Le stampe francesi hanno avuto per un po' di tempo la particolarità di mostrare degli speciali codici sul retro della copertina, che individuavano il loro prezzo. Infatti, nei primi album di stampa francese appare lo speciale codice nel retro della copertina, di solito in alto a destra, vicino al numero di catalogo, che mostra una lettera dentro un tondino. I dischi dei Floyd non sono nuovi a tali specie di simbologie strane: ricordiamo anche le piccole stelle o i tondi di alcune stampe tedesche.

Che cos'è? Grazie all'aiuto iniziale degli amici Jean Paul Blayac, Jean-Manuel Esnault e Olivier Cauly possiamo dirvi cosa rappresenta quella lettera. Si tratta di uno speciale codice di prezzo, ovvero un codice usato all'epoca in Francia per stabilire subito il prezzo del disco, una specie di antenato del "codice a barre" moderno. E questo codice varia a seconda dell'anno di uscita del disco: così possiamo dire con certezza che entra di diritto a far parte dei dettagli classici per identificare una stampa.

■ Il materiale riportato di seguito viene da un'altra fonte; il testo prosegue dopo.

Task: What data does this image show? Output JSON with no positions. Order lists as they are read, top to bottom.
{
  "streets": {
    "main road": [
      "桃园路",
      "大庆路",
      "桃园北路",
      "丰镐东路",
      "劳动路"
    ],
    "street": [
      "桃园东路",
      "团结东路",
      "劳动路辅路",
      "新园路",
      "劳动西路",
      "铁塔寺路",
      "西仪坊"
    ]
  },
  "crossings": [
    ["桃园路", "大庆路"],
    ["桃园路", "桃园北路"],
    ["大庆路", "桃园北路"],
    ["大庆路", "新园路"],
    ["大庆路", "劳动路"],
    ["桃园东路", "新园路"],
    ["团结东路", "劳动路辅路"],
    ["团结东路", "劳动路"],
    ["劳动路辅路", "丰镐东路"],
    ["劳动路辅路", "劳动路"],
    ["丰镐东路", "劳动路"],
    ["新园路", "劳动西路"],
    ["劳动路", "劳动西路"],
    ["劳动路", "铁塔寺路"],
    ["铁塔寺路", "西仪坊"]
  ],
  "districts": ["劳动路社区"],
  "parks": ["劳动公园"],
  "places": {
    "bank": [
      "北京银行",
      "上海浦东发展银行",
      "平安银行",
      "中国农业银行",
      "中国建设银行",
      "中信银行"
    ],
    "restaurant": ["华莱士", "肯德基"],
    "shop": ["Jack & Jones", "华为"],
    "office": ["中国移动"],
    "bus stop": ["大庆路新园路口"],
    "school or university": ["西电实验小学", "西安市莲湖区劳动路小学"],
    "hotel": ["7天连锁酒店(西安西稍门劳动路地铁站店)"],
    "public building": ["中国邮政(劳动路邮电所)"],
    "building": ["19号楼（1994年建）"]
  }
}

La classificazione dei codice di prezzo non è semplice. Grazie ai nostri amici francesi, sembra questa la più verosimile.

 

 

A) CRONOLOGIA DEI CODICI DI PREZZO NEL TEMPO.

 

Fino al 1946, il colore nel centro delle etichette, insieme al suo diametro, era il solo indicatore del prezzo. In altre parole, ogni etichetta aveva il suo sistema colorato. Per esempio, la Columbia aveva:

25 cm, verde

25 cm, nero: 18 FRF

25 cm, marrone: 21 FRF

25 cm, rosso: 22,50 FRF

25 cm, blu: 25 FRF

25 cm, violetto: 36 FRF

30 cm, verde

30 cm, nero: 25 FRF

30 cm, marrone: 35 FRF

30 cm, rosso: 37 FRF

30 cm, blu: 40 FRF

30 cm, violetto: 48 FRF

Dal 1947 al 1968, invece erano presenti i c.d. "code-prix conseillé": tutte le etichette usavano un semplice sistema, imposto dallo Stato, chiamato "code-prix conseillé" ("codice di prezzo consigliato"), che consisteva in entrambi i termini (Série Artistique / Série Standard / Série Médium), o una singola lettera di solito cerchiata e sul retro della copertina:

A = Artistique

M = Médium

S = Standard

Solo più tardi (verso il 1959) furono introdotte anche le lettere dei prezzi scontati, come "D" (Deluxe) e "P" (Populaire): per esempio, se un LP costava in origine 25 FRF, successivamente sarebbe costato 9,95 FRF.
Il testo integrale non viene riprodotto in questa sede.